TASK TO COMPLETE: Whenever a line contains the string "buttons", copy it out of the entries.
::::
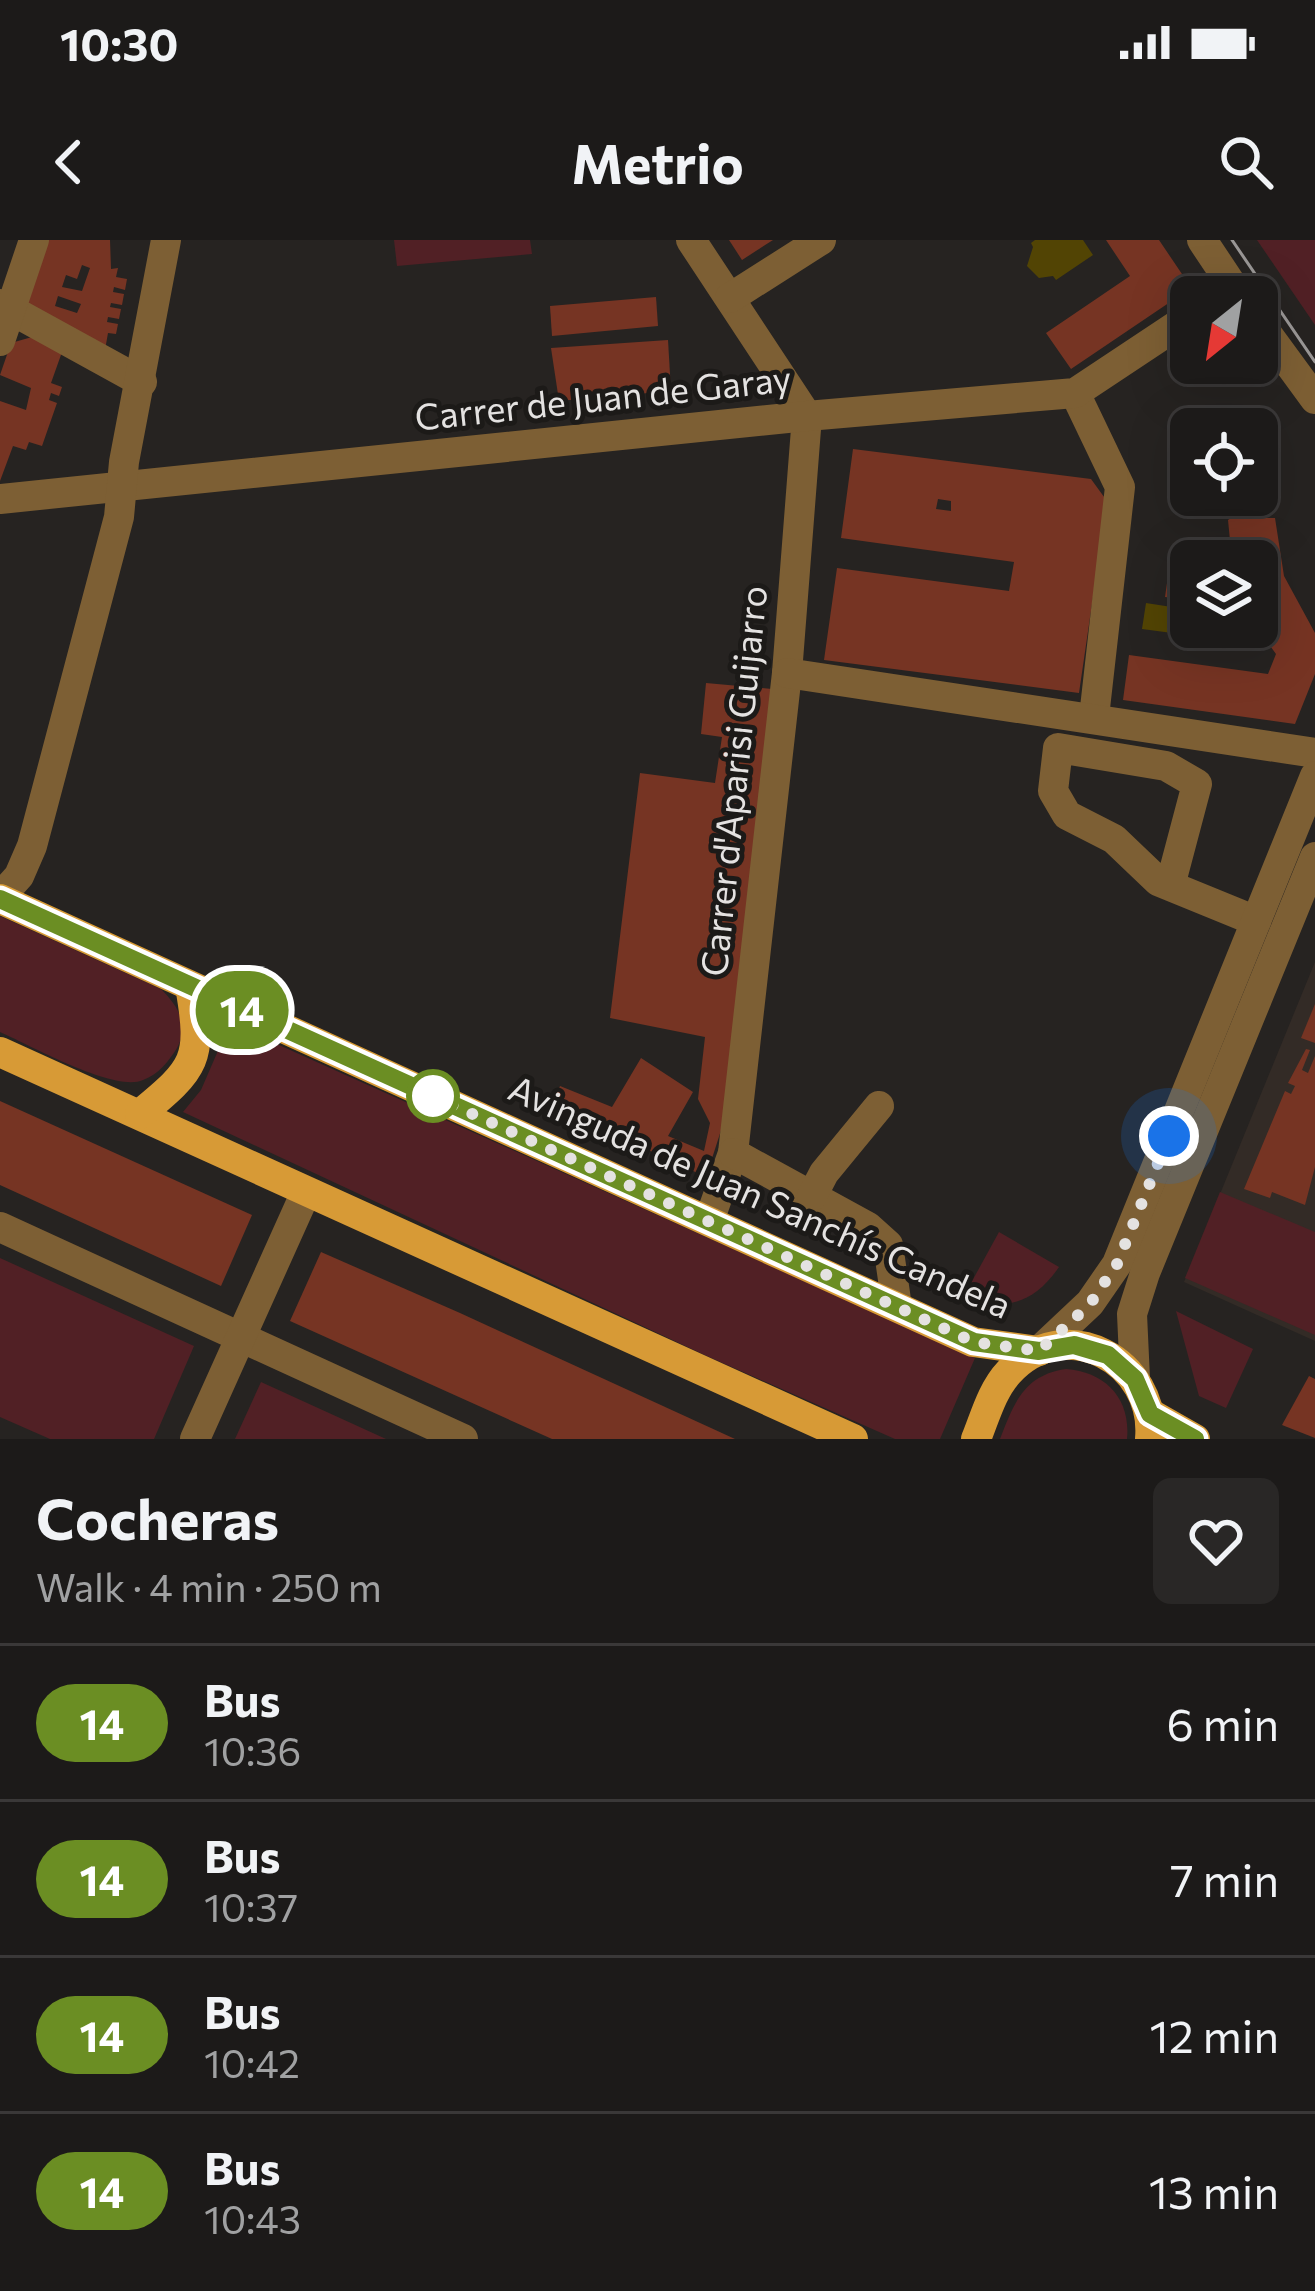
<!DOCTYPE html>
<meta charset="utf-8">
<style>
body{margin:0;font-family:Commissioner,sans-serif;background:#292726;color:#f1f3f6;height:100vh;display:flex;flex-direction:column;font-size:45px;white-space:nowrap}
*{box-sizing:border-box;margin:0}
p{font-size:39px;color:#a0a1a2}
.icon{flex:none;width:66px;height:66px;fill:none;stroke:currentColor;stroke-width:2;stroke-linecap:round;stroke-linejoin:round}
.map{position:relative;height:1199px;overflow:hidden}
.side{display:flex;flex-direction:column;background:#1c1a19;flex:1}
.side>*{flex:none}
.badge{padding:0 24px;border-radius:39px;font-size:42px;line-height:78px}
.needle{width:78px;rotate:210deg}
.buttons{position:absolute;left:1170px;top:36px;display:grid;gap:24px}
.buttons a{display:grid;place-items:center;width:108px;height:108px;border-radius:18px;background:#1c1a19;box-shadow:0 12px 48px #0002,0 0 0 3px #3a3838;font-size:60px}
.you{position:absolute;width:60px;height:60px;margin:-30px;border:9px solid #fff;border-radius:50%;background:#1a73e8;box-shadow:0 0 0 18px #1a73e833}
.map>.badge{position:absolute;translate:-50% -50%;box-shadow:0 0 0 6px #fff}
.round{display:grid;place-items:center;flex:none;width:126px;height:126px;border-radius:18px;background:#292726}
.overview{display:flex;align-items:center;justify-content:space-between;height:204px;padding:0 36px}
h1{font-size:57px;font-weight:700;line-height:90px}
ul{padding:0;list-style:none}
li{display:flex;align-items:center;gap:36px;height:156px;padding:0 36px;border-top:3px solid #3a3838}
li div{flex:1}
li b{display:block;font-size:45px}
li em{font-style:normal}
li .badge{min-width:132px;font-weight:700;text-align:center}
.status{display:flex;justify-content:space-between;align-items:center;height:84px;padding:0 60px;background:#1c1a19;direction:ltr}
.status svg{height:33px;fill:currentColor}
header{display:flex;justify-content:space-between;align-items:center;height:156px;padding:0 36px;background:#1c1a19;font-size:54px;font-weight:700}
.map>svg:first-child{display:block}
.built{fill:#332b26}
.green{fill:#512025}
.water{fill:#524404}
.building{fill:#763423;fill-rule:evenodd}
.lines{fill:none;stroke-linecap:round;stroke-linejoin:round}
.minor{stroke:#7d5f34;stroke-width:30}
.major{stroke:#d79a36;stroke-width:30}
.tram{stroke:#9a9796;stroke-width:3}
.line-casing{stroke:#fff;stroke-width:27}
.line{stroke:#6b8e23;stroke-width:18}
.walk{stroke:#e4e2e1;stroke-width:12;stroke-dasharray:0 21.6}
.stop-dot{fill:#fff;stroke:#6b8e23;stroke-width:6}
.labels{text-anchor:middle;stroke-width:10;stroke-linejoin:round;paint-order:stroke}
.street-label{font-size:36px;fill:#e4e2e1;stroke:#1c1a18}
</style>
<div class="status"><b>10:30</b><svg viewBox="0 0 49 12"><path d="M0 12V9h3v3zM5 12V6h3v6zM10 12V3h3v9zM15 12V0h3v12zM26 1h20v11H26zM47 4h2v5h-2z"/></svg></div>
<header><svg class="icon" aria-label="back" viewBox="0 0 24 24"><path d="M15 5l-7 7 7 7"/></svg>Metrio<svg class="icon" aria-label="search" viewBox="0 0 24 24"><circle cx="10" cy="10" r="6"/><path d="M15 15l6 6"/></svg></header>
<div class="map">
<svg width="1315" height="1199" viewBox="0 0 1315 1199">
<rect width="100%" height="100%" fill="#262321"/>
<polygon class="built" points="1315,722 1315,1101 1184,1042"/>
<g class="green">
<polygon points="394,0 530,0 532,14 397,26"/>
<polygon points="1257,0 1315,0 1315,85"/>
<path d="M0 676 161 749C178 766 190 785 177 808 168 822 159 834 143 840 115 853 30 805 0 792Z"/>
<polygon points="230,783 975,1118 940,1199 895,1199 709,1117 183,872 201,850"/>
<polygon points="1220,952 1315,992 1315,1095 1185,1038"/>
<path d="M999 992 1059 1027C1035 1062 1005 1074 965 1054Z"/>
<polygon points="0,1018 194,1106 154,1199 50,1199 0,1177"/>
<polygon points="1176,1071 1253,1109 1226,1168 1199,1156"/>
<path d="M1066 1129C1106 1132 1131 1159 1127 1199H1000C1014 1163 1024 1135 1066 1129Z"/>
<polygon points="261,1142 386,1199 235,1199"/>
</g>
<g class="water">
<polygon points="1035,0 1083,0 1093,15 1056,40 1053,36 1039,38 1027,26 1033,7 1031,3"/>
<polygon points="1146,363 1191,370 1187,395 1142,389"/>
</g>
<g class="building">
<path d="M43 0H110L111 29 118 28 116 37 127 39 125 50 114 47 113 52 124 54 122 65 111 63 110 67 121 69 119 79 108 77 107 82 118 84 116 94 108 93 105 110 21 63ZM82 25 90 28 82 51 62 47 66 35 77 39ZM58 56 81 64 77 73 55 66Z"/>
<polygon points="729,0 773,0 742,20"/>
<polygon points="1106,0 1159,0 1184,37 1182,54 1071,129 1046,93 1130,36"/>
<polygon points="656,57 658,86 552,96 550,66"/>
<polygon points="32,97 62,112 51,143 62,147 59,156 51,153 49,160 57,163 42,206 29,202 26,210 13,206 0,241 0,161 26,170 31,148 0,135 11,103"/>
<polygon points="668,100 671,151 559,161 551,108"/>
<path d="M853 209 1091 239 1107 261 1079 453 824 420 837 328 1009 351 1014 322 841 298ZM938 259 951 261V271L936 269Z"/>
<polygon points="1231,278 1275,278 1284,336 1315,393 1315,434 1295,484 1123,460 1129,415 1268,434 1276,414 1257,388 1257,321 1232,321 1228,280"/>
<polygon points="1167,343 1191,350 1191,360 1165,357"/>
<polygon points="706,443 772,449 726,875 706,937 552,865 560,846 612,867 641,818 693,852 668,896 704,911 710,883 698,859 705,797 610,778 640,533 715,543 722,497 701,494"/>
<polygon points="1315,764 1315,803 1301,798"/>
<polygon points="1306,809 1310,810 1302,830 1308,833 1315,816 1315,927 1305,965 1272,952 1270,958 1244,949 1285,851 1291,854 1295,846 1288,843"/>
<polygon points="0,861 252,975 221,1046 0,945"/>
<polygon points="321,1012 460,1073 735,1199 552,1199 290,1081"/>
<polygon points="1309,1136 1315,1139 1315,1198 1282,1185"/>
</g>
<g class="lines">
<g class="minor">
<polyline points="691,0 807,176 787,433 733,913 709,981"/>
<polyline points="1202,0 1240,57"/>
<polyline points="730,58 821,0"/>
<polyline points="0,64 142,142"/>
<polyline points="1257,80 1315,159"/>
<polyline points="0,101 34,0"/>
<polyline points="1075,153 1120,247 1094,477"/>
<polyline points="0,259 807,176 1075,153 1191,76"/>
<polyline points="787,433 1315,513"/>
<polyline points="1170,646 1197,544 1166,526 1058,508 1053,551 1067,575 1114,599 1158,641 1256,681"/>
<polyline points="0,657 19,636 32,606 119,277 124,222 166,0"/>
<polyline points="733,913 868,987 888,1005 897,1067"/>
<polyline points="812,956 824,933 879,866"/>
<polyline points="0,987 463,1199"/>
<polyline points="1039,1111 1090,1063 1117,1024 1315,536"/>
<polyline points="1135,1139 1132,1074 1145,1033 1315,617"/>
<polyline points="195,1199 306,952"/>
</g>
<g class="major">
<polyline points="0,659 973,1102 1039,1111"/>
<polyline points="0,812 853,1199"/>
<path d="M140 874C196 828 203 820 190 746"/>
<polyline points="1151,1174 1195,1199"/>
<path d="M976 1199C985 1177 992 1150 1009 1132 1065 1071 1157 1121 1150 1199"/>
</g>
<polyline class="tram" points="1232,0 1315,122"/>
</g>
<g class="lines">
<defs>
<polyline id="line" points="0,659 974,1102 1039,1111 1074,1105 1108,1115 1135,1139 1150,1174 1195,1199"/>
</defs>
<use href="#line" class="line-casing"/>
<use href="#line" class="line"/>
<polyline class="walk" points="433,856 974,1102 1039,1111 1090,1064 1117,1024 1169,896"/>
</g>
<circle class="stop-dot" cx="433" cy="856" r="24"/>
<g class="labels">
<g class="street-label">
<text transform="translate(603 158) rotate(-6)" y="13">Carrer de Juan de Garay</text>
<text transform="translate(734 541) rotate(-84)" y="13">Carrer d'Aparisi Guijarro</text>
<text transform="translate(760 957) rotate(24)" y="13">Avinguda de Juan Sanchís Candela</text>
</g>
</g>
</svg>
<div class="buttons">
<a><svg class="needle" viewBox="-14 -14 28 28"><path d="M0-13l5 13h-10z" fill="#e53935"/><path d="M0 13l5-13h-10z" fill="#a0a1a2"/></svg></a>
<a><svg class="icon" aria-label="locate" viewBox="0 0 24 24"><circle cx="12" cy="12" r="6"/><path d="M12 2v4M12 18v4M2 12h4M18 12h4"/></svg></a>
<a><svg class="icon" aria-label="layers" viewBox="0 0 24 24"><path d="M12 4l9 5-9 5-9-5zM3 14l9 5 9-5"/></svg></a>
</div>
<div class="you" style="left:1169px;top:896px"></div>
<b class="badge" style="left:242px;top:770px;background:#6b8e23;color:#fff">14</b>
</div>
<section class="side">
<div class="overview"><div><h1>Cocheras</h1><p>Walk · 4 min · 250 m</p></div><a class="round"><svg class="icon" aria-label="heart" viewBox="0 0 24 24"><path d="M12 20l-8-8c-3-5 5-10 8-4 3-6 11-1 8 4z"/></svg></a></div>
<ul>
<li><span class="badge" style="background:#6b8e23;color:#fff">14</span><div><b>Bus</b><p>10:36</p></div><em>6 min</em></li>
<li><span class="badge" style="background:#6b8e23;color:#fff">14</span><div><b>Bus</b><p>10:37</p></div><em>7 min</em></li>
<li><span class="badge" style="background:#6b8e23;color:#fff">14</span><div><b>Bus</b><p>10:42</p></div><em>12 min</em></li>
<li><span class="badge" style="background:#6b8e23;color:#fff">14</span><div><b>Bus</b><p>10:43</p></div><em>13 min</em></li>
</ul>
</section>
::::
ANSWER BOX:
.buttons{position:absolute;left:1170px;top:36px;display:grid;gap:24px}
.buttons a{display:grid;place-items:center;width:108px;height:108px;border-radius:18px;background:#1c1a19;box-shadow:0 12px 48px #0002,0 0 0 3px #3a3838;font-size:60px}
<div class="buttons">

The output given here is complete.